Factors that push the number up
The table gives a floor, not a ceiling. HSE guidance says to add to it whenever these apply:
| Factor | Why it needs more first-aiders |
|---|---|
| Holidays & sickness | You must have cover at all times, so never rely on a single person — train enough that annual leave or illness never leaves you with nobody. |
| Shift working | Every shift — including nights and weekends — needs its own cover, not just the day shift. |
| Spread-out or multi-floor sites | A first-aider must be able to reach a casualty quickly, so large buildings and separate areas each need their own. |
| Multiple buildings or sites | Each location generally needs its own cover on site. |
| Higher or specialised hazards | Chemicals, confined spaces or hazardous machinery may call for more first-aiders and additional training (e.g. for specific injuries). |
| Members of the public on site | HSE strongly recommends you factor in non-employees such as visitors, customers and pupils. |
How to calculate your own number
Turn the guidance into a figure you can defend in four steps — this is the core of a needs assessment:
- Decide your risk level — low (office/retail) or higher (industrial, construction, catering).
- Count the most people at work at once — use the busiest shift, not the payroll total.
- Read the starting number off the table above for that risk level and headcount.
- Adjust upward for absence cover, shifts, spread-out or multiple sites, and any specific hazards — then record the final number and how you reached it.

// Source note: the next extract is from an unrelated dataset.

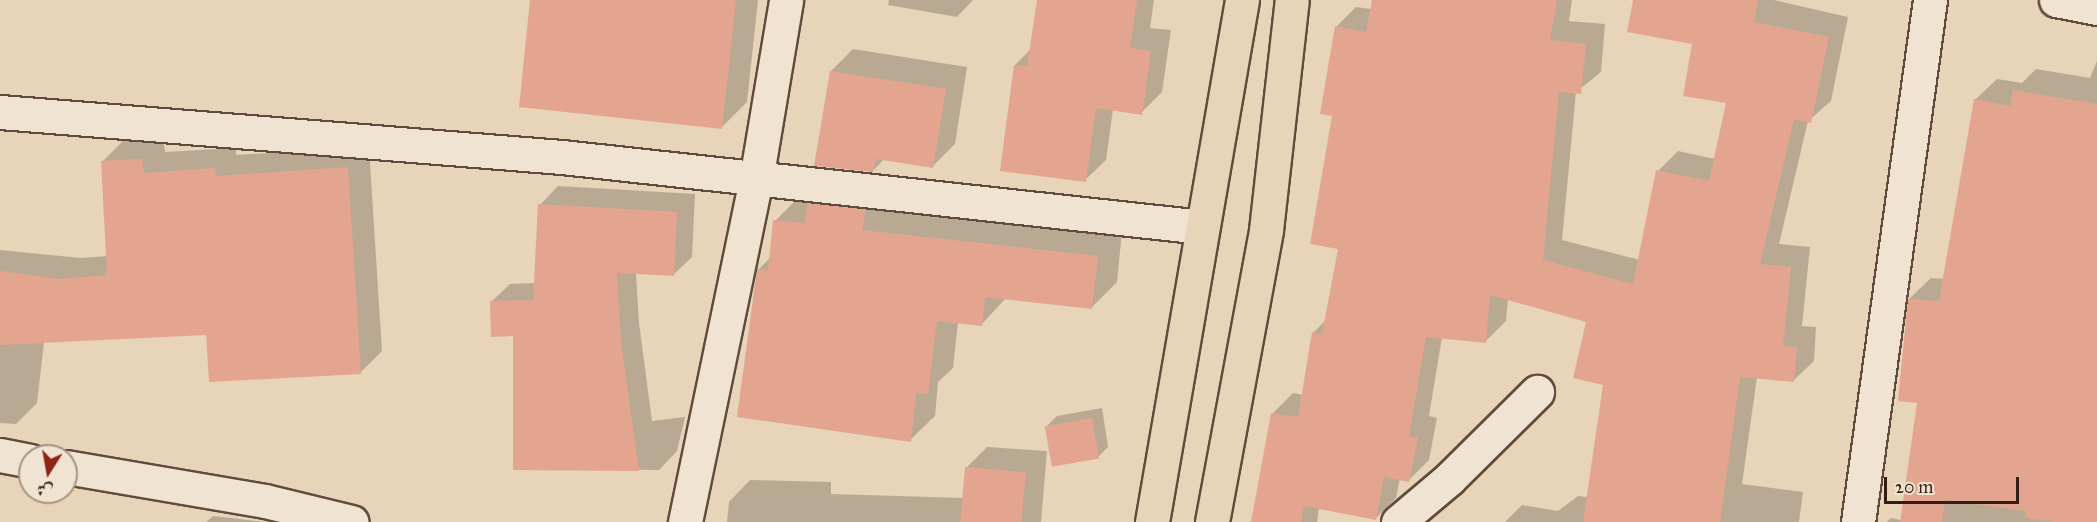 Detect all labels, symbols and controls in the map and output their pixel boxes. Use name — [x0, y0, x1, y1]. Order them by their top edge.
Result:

First aiders are only half of it
Having enough trained people is one duty; having the kits and equipment they need — stocked, in date and regularly inspected — is the other. A first-aider with an empty or expired kit can't do their job, and a lapsed certificate quietly drops your cover below the number you assessed.
KitCompliance keeps the whole picture provable: log each first-aider and their EFAW/FAW certificate expiry, build every kit from the suggested BS 8599-1 list, record inspections in seconds, and get reminders before a certificate or a kit item lapses — with a one-click report that shows your provision matches your assessment. See the getting-started guide to set it up.
Frequently asked questions
How many first aiders do I legally need in the UK?
There's no fixed legal ratio. The 1981 Regulations require "adequate and appropriate" provision decided by a needs assessment. As HSE guidance: low-risk sites need an appointed person under 25 staff, an EFAW first-aider for 25–50, and one more per extra 100; higher-risk sites need a FAW first-aider for 5–50 staff and one more per extra 50.
Is one first aider enough for a small business?
It can be adequate for a small low-risk workplace, but one is rarely enough on its own — first-aiders take holidays and get ill, and you must have cover at all times. Most small businesses train a second person for this reason.
Do I need a first aider on every shift?
Yes. Cover has to reach everyone at work, so night, evening and weekend shifts each need their own first-aider or appointed person — not just the day shift.
What's the difference between an appointed person and a first aider?
An appointed person takes charge in an emergency and looks after the equipment but needs no formal training; a first-aider holds a valid EFAW or FAW certificate. Very small low-risk workplaces may rely on an appointed person, but most need trained first-aiders.